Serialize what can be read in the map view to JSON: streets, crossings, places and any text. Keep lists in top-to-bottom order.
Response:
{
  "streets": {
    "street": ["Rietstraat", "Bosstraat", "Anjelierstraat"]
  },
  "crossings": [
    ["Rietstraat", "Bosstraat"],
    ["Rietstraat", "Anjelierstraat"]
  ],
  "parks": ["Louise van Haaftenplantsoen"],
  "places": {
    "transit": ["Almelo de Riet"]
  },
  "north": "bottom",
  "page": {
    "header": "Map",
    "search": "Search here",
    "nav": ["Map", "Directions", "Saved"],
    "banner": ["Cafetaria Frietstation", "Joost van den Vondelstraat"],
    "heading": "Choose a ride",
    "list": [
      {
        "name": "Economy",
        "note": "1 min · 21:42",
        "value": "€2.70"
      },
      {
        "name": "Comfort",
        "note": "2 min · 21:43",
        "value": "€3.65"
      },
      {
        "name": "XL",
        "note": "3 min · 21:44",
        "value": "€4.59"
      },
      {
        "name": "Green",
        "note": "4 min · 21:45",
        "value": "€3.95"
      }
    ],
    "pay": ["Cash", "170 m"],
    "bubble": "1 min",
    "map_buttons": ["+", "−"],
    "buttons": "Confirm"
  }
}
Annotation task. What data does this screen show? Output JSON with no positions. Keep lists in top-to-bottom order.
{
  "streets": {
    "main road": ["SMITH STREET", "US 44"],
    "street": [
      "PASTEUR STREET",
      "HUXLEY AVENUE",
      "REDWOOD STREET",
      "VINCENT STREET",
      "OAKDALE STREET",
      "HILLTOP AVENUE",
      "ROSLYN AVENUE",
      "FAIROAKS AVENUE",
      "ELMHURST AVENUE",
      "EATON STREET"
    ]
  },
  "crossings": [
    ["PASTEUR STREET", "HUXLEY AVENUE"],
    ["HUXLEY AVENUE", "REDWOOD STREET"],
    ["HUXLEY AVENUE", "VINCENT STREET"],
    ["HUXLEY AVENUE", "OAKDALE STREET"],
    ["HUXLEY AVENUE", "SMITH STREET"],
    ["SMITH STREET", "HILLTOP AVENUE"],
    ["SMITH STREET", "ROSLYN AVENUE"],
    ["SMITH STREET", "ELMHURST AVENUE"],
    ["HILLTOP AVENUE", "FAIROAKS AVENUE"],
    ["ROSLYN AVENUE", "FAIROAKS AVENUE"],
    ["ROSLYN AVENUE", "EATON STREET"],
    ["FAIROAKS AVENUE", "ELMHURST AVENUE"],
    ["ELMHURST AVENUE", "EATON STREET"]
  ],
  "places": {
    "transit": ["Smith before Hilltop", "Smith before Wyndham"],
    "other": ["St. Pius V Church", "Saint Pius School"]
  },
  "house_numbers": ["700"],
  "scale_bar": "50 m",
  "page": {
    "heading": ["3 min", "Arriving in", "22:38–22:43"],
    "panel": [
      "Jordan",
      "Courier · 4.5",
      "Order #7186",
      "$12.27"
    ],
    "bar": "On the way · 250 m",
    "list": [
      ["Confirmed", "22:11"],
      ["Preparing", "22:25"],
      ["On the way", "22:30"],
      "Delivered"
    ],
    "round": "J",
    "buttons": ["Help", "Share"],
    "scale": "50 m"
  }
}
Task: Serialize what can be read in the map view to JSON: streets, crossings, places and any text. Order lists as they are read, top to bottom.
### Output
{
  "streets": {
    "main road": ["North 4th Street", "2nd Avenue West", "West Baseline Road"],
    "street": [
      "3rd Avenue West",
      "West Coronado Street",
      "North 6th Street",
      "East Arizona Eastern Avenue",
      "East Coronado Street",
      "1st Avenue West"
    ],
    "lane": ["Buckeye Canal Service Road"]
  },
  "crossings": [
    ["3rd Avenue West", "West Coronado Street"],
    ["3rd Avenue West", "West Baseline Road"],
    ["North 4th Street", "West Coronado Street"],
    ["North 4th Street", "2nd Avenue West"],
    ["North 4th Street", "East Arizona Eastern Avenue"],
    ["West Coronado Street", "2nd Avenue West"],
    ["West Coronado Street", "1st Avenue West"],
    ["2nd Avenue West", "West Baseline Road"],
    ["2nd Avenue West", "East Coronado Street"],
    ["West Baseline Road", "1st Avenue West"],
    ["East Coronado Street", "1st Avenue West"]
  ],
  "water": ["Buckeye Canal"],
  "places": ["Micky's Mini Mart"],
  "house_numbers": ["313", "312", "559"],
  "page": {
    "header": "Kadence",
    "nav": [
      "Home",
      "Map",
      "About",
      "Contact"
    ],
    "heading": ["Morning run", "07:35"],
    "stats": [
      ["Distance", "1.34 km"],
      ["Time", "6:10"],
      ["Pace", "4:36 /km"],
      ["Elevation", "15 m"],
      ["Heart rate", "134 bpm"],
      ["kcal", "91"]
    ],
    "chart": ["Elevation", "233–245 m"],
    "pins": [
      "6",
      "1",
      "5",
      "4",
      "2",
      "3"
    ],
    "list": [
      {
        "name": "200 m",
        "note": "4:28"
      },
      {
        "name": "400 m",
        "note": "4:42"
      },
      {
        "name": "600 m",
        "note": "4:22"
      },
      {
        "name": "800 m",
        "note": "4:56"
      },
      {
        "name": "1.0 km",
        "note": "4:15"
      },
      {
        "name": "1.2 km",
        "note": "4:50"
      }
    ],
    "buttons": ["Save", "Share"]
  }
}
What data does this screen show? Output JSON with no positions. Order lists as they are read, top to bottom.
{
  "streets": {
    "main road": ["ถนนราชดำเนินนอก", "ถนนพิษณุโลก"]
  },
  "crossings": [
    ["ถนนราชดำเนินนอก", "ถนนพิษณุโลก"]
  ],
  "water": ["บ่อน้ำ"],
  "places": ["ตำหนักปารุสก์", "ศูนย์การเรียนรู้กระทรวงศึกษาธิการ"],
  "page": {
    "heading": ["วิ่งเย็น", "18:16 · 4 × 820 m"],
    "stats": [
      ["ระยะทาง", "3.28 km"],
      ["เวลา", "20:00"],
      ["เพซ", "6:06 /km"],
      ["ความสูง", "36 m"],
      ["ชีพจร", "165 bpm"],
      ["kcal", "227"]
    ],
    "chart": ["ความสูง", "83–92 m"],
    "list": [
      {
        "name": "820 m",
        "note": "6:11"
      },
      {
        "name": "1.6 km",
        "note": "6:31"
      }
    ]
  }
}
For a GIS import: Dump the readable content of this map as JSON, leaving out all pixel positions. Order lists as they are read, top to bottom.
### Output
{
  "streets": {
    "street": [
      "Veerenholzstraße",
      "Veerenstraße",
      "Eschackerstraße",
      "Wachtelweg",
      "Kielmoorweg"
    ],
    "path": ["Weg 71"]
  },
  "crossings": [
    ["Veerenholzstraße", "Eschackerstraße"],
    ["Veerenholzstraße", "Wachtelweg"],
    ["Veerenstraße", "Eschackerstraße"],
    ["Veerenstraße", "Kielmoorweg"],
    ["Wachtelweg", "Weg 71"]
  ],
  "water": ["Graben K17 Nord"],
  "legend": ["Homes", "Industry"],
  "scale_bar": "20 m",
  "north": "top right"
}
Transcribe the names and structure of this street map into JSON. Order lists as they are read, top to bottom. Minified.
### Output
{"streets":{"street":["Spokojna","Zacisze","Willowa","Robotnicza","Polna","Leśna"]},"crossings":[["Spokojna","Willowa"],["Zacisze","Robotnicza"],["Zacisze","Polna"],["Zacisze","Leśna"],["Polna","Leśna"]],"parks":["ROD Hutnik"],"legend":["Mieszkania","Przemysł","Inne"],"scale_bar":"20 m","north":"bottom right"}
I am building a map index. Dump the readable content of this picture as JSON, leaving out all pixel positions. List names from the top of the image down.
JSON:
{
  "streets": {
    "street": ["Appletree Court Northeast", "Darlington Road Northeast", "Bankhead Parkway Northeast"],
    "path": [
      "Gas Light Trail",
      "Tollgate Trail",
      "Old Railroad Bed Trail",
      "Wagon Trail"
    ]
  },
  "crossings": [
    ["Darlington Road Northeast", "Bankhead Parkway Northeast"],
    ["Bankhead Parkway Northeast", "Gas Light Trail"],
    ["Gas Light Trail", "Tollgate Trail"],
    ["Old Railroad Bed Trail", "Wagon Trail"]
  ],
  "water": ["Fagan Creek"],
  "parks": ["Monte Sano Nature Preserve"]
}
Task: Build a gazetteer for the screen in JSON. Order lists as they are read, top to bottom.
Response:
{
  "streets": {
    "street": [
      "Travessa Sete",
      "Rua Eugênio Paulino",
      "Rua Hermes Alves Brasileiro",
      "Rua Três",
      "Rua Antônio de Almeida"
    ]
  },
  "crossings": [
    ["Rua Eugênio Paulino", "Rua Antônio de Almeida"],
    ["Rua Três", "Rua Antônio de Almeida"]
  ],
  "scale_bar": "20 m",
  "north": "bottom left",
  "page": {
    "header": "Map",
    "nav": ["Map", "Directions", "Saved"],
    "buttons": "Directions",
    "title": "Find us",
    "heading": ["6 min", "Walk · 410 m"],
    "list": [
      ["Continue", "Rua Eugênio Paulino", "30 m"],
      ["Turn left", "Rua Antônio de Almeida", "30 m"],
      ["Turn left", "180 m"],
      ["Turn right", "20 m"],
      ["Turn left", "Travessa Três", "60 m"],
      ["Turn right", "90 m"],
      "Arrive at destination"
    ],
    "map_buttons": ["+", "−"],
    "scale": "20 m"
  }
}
☆ ☆ ☆
## TASK STATEMENT
Pick out, from the lines above, every one that contains the string "Wagon".

## SOLUTION TO THE EXERCISE
      "Wagon Trail"
    ["Old Railroad Bed Trail", "Wagon Trail"]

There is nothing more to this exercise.